### Problem requirements:
In the entries below, how many lines hold the word "fabs"? Answer with the number only.
###
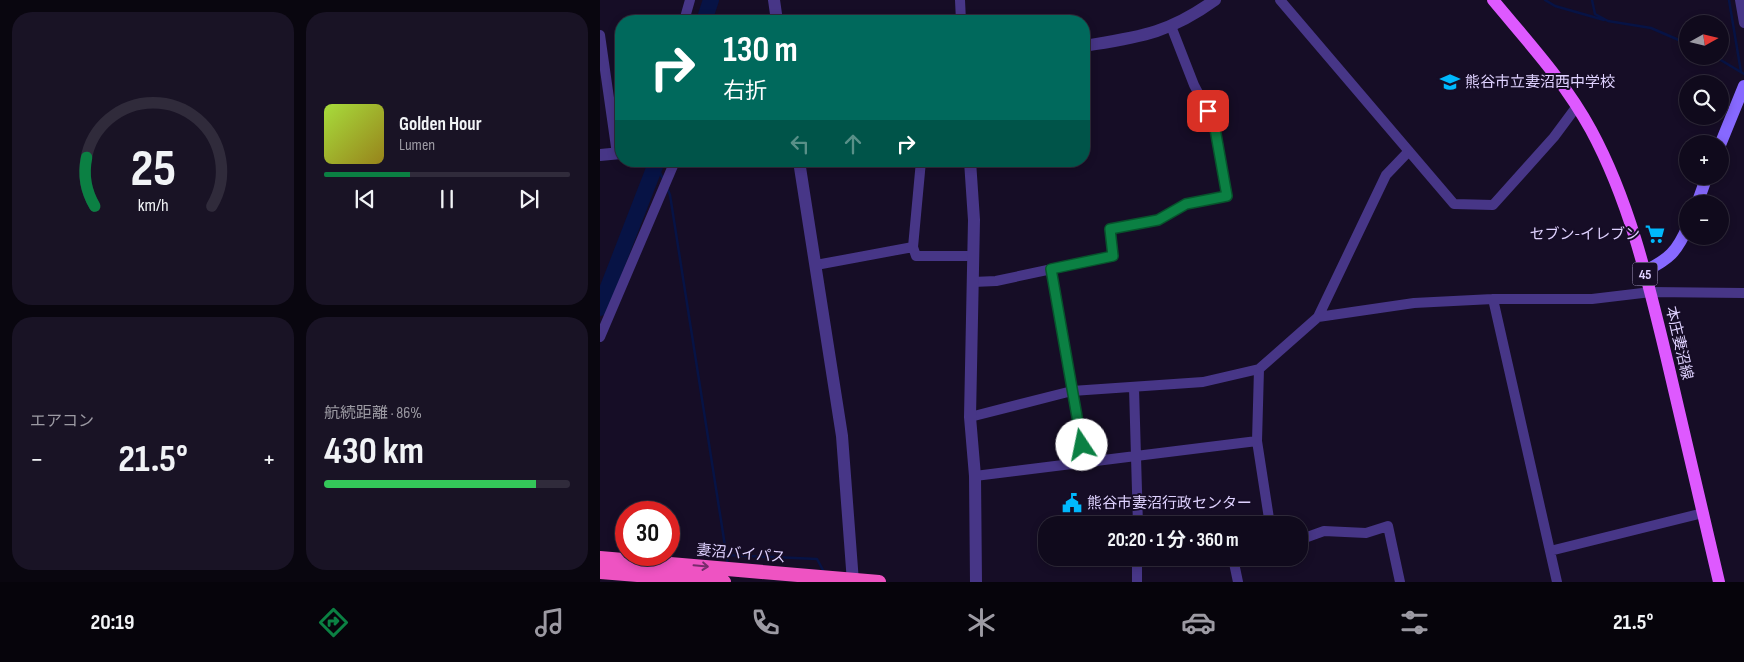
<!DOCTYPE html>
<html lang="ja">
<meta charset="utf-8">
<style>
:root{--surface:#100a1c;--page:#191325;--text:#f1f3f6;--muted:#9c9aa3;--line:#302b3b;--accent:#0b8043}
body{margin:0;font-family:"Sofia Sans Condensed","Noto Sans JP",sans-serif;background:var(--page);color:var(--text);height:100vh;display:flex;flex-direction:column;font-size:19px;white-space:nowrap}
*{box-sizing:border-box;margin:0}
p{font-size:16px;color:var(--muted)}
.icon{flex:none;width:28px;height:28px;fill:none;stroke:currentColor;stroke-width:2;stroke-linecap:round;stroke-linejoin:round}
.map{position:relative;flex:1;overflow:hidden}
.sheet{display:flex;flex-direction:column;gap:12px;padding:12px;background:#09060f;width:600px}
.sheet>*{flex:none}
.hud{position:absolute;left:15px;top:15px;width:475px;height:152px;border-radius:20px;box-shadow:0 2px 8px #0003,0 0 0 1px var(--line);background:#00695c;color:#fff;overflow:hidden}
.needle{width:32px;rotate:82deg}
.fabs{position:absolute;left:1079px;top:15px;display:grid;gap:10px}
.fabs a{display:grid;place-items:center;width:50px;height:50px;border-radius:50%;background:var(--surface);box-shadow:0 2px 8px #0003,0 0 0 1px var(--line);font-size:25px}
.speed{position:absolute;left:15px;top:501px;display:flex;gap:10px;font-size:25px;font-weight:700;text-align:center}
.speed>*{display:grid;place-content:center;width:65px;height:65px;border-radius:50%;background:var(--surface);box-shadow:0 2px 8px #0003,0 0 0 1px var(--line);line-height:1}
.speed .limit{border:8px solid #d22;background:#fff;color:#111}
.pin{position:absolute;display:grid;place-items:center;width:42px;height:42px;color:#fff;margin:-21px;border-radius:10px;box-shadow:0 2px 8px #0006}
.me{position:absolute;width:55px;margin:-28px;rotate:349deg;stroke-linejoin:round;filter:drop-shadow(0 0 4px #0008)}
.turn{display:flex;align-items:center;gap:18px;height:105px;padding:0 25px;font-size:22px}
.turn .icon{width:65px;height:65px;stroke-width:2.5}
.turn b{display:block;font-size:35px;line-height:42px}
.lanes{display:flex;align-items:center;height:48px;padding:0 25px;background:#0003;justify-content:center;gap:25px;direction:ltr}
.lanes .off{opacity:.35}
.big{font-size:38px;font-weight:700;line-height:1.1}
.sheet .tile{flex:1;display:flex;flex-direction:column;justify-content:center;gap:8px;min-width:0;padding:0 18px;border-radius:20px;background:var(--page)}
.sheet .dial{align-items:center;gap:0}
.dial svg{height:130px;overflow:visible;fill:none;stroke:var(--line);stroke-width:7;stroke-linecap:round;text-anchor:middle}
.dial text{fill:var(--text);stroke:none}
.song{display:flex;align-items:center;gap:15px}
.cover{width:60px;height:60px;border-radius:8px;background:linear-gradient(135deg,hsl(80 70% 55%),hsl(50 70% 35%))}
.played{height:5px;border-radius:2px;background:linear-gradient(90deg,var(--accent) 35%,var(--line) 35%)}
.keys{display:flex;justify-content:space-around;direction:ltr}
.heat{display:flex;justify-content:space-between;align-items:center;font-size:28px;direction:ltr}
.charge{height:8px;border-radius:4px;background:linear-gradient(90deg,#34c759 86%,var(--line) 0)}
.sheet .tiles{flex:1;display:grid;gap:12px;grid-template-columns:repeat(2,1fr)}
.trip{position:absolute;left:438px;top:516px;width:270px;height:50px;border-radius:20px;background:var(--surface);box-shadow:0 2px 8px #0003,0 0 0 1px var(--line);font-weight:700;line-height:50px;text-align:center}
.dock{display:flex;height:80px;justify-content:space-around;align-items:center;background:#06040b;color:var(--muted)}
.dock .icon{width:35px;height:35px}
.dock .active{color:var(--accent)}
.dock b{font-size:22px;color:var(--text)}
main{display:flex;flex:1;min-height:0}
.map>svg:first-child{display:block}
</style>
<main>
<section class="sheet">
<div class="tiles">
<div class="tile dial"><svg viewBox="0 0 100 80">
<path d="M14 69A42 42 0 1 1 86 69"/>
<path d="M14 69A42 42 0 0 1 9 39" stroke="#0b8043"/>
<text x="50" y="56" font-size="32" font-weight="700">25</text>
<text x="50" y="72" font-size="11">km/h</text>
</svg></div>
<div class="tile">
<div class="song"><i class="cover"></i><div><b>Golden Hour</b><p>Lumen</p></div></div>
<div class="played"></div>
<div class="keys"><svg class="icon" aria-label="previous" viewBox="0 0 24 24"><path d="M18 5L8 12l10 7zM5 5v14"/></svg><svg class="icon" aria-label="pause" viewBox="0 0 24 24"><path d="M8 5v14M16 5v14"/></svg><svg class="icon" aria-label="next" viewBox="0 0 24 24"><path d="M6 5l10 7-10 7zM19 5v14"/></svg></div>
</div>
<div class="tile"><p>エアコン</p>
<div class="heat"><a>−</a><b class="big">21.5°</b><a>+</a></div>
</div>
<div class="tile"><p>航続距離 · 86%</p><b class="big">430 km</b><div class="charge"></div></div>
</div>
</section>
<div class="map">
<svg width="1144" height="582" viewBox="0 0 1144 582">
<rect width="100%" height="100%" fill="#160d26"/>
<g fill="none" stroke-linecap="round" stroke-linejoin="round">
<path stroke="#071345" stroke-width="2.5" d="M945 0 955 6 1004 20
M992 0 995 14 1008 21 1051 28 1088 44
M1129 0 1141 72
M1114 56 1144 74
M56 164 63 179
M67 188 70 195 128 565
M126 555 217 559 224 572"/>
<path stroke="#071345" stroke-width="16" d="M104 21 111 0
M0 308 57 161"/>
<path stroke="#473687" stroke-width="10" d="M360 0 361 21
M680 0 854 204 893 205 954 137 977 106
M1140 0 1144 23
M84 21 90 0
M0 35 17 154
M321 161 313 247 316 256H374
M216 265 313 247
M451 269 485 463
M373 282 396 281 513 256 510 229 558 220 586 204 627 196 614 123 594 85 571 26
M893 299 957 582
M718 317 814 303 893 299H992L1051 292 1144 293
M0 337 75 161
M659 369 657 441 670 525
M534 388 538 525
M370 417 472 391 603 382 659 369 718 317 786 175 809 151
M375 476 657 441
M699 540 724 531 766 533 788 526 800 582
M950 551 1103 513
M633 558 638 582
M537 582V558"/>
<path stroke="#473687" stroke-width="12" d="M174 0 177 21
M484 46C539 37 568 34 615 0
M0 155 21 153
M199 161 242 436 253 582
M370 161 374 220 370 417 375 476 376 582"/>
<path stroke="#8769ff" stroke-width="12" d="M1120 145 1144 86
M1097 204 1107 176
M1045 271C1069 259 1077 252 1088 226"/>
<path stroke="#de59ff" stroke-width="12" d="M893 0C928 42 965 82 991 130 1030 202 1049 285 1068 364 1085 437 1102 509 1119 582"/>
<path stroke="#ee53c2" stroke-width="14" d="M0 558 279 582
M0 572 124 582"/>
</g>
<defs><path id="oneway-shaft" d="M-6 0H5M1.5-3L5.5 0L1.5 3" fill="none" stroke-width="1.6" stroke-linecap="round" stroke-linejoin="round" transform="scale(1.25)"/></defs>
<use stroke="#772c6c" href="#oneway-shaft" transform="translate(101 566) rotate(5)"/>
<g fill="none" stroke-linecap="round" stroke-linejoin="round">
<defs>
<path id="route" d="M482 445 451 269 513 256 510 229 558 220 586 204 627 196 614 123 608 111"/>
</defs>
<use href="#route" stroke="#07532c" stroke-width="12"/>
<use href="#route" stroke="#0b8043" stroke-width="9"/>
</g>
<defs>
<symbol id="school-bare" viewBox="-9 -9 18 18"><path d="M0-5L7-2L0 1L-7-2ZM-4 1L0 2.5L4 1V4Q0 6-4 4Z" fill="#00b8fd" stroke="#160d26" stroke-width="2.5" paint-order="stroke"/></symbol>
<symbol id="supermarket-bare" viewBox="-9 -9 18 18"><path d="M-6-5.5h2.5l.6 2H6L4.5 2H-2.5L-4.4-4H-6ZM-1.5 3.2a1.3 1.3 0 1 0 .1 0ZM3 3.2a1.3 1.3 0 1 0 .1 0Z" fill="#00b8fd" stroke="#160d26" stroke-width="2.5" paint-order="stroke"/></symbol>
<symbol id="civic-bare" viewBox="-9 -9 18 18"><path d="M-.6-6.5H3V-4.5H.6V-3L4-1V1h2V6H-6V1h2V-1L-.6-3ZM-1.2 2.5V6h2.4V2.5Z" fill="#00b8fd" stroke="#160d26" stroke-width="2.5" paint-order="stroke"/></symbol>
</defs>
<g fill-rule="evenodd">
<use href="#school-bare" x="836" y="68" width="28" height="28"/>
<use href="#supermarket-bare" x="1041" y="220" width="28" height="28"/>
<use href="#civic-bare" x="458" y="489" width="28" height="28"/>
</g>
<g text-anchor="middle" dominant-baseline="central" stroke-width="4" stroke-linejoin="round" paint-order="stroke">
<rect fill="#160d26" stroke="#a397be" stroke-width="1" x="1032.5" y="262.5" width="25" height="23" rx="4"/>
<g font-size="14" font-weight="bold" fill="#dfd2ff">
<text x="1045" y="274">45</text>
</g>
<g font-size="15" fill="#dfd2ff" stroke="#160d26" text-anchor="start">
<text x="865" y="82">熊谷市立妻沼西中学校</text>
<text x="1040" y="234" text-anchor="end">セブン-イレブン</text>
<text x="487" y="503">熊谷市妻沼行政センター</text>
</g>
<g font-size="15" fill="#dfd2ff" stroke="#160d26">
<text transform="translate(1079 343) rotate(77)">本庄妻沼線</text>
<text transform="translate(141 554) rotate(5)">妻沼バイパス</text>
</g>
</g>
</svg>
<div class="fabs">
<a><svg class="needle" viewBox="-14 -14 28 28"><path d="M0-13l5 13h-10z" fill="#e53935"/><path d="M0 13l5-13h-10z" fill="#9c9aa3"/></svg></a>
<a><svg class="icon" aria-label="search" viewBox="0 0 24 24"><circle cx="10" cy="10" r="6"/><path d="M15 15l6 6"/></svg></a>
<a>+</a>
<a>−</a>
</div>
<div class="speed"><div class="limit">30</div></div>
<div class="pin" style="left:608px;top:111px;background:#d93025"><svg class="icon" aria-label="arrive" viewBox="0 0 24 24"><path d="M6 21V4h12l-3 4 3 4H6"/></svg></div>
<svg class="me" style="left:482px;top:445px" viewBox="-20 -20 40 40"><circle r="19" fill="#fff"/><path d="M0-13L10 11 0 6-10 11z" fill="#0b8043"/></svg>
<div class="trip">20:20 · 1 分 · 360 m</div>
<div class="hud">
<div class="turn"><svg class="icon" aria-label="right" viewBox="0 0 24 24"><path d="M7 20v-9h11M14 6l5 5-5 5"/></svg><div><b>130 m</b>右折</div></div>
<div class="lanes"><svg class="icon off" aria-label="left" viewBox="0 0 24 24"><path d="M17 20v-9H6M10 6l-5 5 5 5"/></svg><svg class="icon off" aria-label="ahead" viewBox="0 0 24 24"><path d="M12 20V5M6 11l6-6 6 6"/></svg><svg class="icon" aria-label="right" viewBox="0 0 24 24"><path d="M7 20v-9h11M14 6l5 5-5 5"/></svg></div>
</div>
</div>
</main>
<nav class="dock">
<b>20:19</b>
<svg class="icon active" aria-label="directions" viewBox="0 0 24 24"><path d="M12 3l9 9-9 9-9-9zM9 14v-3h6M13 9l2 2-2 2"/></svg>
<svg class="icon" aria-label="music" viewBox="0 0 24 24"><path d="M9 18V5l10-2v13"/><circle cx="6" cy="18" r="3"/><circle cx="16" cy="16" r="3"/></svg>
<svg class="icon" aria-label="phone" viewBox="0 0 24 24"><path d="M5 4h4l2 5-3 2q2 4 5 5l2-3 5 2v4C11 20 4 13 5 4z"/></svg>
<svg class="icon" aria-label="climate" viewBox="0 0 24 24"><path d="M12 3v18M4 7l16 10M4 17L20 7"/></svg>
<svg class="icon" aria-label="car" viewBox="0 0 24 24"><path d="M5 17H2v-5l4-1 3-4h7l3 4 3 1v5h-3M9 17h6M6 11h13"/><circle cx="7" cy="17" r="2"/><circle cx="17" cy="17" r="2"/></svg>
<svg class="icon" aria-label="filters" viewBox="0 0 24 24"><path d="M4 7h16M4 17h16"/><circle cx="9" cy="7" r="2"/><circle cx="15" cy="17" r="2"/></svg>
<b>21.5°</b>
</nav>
###
### Solution below:
3